To further compare the MD and MDPD methods, we compute the second-rank order parameter \(P_2\) defined in Eq. 15 [63, 64]. This is an important parameter that allows us to identify the alignment of the lipid molecules with respect to the bilayer by measuring the angle \(\theta\) between each bond and the bilayer normal direction.

$$\begin{aligned} P_2 = \frac{1}{2} \left( 3\langle \cos ^2\theta \rangle -1 \right) \end{aligned}$$
(15)

Fig. 5 shows the \(P_2\) value for each bond in the lipid molecule. A value of \(P_2=1\) indicates perfect alignment, \(P_2=0\) a random orientation, and \(P_2=-0.5\) anti-alignment.
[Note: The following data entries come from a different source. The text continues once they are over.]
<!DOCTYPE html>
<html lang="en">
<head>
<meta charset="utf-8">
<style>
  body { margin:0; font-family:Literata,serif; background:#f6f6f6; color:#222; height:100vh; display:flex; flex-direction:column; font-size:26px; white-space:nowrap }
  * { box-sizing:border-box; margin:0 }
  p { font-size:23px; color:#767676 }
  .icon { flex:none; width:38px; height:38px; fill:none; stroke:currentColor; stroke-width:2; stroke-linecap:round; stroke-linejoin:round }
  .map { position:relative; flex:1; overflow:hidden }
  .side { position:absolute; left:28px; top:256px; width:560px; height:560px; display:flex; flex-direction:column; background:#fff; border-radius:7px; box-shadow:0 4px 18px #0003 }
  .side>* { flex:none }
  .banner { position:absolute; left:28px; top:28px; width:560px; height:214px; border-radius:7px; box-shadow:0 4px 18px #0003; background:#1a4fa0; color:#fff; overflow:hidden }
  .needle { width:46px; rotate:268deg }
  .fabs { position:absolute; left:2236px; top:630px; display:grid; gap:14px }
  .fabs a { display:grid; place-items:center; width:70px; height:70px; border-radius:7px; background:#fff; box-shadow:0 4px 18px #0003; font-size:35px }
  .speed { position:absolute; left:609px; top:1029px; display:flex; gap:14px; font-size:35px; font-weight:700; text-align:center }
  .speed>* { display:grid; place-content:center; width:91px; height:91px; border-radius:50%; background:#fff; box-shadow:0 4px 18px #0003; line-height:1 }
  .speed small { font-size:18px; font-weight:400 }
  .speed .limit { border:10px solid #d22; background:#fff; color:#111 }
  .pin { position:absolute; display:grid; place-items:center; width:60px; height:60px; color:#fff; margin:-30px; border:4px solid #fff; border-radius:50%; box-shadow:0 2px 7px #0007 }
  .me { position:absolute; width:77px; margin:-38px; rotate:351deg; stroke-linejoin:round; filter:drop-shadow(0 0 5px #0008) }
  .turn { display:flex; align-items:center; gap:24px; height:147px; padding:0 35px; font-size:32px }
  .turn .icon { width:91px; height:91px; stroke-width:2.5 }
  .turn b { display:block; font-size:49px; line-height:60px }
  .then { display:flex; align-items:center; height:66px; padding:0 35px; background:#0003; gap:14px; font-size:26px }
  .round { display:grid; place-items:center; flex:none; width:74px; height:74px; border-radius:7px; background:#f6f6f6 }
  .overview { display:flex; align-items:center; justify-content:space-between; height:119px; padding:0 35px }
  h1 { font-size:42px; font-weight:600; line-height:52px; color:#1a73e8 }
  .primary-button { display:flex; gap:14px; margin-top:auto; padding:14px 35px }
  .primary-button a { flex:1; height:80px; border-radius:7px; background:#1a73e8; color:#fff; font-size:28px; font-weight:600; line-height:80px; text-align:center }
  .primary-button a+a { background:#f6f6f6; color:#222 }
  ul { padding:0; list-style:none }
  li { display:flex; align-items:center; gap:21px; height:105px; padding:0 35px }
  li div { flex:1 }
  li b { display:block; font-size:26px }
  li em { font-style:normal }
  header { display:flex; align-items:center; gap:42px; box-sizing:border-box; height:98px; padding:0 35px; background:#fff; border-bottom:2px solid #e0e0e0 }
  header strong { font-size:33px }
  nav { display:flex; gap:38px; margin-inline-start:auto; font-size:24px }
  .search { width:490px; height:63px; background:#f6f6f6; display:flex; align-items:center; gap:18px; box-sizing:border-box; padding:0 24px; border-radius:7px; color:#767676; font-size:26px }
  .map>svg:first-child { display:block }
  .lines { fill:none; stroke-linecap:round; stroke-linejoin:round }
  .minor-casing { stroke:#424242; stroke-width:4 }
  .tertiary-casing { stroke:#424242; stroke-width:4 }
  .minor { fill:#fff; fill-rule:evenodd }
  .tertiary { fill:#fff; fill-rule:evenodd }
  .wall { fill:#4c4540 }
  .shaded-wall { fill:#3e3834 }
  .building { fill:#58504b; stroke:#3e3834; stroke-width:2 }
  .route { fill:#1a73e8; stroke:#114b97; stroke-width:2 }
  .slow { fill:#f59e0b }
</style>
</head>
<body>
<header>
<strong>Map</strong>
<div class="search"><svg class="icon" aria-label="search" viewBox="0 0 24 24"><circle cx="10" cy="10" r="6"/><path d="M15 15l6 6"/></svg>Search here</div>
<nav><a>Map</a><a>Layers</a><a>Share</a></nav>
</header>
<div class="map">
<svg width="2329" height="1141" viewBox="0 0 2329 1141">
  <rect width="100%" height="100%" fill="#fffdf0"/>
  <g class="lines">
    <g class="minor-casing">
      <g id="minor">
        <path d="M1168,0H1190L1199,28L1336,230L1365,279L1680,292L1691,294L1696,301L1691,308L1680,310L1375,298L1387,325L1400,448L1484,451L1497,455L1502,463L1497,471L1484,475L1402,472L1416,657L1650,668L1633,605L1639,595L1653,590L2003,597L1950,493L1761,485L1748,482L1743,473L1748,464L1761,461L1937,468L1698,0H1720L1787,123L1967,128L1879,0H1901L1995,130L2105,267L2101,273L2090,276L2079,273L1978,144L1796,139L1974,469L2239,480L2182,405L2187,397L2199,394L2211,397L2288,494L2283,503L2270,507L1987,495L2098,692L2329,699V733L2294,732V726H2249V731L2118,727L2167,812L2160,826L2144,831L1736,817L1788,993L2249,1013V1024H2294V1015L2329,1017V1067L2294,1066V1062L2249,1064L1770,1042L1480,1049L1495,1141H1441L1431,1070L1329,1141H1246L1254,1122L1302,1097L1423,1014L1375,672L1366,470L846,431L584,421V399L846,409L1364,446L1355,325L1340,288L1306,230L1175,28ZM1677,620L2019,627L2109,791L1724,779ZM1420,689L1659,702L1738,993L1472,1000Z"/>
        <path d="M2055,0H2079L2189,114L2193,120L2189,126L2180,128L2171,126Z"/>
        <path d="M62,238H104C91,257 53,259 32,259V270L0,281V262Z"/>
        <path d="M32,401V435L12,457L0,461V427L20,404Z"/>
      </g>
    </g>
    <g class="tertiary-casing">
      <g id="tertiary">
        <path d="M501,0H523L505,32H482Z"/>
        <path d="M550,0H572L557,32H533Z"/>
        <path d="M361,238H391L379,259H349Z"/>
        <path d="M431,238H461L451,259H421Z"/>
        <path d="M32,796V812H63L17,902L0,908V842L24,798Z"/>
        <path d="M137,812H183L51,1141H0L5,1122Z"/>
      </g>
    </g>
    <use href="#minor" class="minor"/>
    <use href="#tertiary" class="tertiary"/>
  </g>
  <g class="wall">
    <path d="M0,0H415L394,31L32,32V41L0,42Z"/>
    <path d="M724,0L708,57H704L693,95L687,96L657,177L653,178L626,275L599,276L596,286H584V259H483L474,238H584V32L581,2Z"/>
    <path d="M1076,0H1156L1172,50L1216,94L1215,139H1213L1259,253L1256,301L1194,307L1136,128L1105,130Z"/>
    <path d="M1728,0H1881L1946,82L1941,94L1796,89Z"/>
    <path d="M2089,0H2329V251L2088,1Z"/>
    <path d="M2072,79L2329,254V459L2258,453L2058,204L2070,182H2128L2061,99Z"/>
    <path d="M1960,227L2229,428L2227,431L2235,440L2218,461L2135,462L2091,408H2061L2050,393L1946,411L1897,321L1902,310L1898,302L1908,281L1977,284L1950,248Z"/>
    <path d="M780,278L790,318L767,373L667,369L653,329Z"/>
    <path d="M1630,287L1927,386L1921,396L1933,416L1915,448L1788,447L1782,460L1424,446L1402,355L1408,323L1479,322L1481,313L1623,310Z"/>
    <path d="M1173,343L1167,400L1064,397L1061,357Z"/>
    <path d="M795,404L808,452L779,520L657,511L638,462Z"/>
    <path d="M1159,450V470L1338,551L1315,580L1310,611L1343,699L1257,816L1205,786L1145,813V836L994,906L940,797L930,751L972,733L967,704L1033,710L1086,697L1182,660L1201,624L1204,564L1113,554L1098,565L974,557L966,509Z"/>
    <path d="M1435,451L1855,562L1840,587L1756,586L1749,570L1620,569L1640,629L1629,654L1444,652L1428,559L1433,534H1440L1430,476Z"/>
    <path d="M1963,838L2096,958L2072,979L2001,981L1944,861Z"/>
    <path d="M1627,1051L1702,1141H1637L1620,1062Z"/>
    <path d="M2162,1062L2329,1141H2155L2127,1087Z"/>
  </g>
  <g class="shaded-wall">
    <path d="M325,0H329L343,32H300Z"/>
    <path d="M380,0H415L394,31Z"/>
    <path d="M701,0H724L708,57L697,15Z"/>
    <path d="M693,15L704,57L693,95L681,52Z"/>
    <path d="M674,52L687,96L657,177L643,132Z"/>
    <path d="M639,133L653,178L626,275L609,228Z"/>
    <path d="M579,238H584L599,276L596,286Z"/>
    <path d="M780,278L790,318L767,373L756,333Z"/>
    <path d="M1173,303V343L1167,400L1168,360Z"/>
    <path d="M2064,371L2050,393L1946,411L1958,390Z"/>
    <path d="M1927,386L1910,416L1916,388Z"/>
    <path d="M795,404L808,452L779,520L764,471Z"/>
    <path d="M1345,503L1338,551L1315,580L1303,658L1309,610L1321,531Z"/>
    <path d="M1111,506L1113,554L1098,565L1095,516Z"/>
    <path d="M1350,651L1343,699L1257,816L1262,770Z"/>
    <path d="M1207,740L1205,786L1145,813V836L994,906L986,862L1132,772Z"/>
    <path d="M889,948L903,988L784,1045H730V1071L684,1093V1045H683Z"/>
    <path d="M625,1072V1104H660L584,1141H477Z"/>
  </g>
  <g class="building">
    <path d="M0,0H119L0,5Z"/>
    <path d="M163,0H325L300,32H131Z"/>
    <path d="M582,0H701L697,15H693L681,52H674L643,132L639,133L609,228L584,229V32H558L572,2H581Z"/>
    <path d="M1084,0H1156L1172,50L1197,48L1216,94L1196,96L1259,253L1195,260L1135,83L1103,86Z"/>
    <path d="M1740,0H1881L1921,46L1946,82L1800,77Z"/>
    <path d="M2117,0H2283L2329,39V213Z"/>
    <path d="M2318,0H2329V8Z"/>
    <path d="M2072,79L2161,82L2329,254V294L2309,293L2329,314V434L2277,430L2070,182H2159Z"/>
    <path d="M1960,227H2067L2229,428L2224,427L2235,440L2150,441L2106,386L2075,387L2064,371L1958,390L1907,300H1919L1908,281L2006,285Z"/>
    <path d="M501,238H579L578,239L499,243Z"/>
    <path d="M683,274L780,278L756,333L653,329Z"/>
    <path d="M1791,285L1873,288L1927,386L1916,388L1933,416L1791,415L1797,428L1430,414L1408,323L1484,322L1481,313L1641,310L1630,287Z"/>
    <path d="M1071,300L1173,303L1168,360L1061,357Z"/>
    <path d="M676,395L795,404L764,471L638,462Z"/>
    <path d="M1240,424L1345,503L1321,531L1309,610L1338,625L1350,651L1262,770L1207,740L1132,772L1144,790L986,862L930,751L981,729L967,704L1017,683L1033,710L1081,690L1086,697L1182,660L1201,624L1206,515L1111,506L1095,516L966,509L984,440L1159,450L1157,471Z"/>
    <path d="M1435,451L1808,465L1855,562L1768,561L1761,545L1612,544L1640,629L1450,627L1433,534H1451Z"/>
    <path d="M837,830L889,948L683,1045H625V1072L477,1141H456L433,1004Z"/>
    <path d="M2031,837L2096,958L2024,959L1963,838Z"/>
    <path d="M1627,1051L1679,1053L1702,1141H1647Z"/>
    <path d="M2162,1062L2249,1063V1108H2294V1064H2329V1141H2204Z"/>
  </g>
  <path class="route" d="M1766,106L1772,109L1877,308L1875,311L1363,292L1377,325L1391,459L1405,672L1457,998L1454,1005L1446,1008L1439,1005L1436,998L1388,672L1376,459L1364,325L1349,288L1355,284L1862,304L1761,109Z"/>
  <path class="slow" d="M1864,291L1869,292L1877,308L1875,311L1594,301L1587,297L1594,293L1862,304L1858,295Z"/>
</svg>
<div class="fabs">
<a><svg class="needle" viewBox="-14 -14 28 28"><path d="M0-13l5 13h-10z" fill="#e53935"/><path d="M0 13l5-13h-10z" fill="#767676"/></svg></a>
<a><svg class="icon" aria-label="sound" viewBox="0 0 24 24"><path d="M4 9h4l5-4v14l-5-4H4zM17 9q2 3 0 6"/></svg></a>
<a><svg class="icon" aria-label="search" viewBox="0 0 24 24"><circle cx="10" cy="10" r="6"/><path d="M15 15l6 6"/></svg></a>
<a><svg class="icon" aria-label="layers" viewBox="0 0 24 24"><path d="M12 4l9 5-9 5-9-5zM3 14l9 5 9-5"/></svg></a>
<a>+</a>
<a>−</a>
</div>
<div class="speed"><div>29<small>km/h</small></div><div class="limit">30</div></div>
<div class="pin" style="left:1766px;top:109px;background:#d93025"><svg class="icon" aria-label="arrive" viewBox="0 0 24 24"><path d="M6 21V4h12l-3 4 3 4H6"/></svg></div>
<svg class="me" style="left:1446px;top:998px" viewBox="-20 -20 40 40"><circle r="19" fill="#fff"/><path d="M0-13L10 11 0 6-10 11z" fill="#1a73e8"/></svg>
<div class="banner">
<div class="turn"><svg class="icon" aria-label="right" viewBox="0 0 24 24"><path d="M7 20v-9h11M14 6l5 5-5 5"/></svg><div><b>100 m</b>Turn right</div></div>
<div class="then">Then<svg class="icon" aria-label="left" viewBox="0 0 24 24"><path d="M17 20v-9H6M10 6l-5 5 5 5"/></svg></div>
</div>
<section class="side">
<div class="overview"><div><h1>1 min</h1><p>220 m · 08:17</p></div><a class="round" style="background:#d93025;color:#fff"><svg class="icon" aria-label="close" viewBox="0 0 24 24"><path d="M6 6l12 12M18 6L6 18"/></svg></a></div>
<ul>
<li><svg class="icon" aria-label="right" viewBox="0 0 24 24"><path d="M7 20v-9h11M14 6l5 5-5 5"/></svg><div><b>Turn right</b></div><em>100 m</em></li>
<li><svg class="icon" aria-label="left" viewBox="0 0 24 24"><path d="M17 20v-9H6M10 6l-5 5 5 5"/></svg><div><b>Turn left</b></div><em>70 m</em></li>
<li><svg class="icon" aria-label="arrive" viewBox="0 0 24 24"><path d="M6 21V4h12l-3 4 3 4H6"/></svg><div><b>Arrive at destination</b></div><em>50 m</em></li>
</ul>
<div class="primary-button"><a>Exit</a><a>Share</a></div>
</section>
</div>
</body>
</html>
Our measurements suggest that the MDPD method results in lipids more aligned to the bilayer normal direction, possibly influenced by the presence of surface tension in the MDPD simulation [54]. Both methods exhibit a similar trend along the molecule chain, highlighting the robustness of the observed alignment characteristics.

Fig. 5
figure 5

Second rank order parameter calculated for every bond in the lipid molecule. The data is averaged for 100 time steps and over all the bonds in the bilayer consisting of 8192 lipids

Full size image

4 Conclusions

We have examined the efficacy of our proposed MDPD force-field in comparison with the widely recognized MARTINI force-field for CG MD simulations. Both methodologies demonstrated the capability to produce defect-free lipid bilayer structures, accompanied by similar self-aggregation dynamics. Furthermore, our investigation delved into the assessment of fundamental structural attributes of these lipid bilayers, specifically the determination of area per lipid, bilayer thickness, bending modulus, and orientation order parameter. Remarkably, both MDPD and MD MARTINI simulations yielded results that closely approximated experimental observations. A noteworthy advantage of the MDPD method lies in its utilization of soft, short-range interactions, a feature that enables the realisation of faster simulations without comprising on key properties of the system selected here for demonstration purposes. This enhancement in computational efficiency holds paramount significance in the context of large-scale molecular simulations, potentially facilitating the exploration of increasingly intricate and large molecular systems.

Not only our study highlights the effectiveness of the MARTINI “Lego” approach when applied to the MDPD method, allowing for the representation of complex molecular interactions in a CG fashion through bead parameterization based on hydrophobic/hydrophilic characteristics, but also underscores the versatile nature of the MDPD force-field. This adaptability paves the way for the incorporation of additional interaction levels, diverse bead types, and varying bead sizes, thereby extending its applicability to a wider spectrum of molecules and systems. In conclusion, the MDPD MARTINI approach emerges as a versatile and computationally efficient tool for the simulation of large-scale molecular systems, offering an intriguing alternative to the MD MARTINI framework and holding promise for further advancements in CG simulations.